The quagga mussel, discovered in Duluth-Superior Harbor, resembles another well-known invader, the zebra mussel, which has spread rapidly in North America over the past two decades and cost billions of dollars.
Carl Richards, director of the Environmental Protection Agency's Mid-Continent Ecology Lab here, said the quagga mussels were collected last summer from the bottom of the harbor as part of a broader sampling program and verified recently with new DNA testing techniques.
"These mussels are quite abundant in the lower Great Lakes and it just means that they've made the hop to Lake Superior," he said Thursday. "We don't know exactly how they got here, but there are many opportunities," including on ships that move regularly between ports, Richards said.
Quagga mussels originally came from the Black and Caspian seas of Eastern Europe and were almost certainly carried into the Great Lakes in the ballast water and sludge of transoceanic ships. They were first noticed in Lake Erie in the late 1980s and have spread widely through Lakes Ontario, Huron and Michigan.
Tom Nalepa, a biologist for the National Oceanic and Atmospheric Administration in Ann Arbor, Mich., said quaggas exploded in Lakes Huron and Michigan between 2000 and 2005 and have consumed food that's essential for small fish.
"Alewives, smelt and bloater populations have crashed in Lake Huron coincident with the expansion of quaggas," Nalepa said. The effect "trickles up," he said, so that with fewer small fish in the lakes, there's a significant shortage of food for larger fish. "As a result, Michigan has cut its stocking rates for coho and chinook salmon by 50 percent," he said.
Nalepa, who works at the Great Lakes Research Lab in Ann Arbor, said quagga mussels can live in deeper water than zebra mussels but aren't likely to spread far beyond the Duluth harbor.

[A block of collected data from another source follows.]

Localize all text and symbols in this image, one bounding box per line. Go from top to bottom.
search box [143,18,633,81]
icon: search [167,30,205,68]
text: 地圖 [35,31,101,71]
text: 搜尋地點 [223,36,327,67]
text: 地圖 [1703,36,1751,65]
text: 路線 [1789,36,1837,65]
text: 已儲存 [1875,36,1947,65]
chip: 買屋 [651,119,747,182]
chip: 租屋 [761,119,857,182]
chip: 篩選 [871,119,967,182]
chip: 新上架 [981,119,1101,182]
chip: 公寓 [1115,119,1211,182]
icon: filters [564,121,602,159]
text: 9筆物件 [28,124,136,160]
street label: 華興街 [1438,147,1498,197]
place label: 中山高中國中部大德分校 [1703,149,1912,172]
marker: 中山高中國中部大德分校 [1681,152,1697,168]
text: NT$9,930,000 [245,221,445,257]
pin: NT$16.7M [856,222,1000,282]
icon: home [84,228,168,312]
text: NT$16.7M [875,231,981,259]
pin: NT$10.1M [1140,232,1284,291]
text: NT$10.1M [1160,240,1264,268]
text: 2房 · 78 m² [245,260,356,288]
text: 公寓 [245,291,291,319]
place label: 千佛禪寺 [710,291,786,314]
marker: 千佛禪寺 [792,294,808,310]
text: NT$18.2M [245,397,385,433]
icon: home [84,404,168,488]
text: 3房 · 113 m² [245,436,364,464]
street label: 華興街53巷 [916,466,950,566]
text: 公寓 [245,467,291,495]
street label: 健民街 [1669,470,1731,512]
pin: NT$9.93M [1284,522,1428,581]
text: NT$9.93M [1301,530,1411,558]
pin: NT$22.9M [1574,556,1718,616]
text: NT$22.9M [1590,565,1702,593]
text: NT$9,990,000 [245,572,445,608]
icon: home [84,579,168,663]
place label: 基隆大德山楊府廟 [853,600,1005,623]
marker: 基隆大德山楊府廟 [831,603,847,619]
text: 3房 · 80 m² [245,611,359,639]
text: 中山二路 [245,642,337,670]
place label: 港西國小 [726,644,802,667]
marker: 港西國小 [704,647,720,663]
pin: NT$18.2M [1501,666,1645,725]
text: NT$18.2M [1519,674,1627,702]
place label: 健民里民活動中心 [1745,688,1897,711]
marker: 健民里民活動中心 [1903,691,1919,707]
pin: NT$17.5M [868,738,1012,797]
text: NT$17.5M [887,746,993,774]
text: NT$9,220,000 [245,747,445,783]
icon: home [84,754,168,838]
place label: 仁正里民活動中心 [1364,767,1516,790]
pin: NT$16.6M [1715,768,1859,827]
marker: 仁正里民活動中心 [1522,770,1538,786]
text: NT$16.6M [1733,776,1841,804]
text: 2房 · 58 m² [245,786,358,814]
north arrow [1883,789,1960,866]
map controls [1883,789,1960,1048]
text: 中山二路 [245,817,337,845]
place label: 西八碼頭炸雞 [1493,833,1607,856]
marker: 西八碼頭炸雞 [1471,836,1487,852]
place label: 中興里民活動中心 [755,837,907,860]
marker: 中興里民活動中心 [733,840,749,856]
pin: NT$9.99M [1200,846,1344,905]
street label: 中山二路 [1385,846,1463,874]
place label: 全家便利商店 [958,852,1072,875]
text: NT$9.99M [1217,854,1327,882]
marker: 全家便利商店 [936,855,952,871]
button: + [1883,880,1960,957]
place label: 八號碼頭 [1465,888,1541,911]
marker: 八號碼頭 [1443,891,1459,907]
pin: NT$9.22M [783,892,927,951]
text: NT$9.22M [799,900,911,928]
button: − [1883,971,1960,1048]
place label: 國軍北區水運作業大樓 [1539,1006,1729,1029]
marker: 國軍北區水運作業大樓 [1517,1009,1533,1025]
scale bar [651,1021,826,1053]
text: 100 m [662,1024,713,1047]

The mussels need calcium to thrive, he said, and most of Lake Superior outside the harbor has relatively low levels of it. As a result, Nalepa said he does not expect the quaggas to overtake large areas of lake bottom as they have in Lake Erie and other lakes with more calcium.
Doug Jensen, aquatic invasive species coordinator for the University of Minnesota's Sea Grant program, said the discovery of quaggas "doesn't bode well" for the harbor. Jensen said he will continue to work with state and federal authorities on boater education programs to prevent the mussels and other invaders from spreading to Minnesota's interior lakes and watersheds.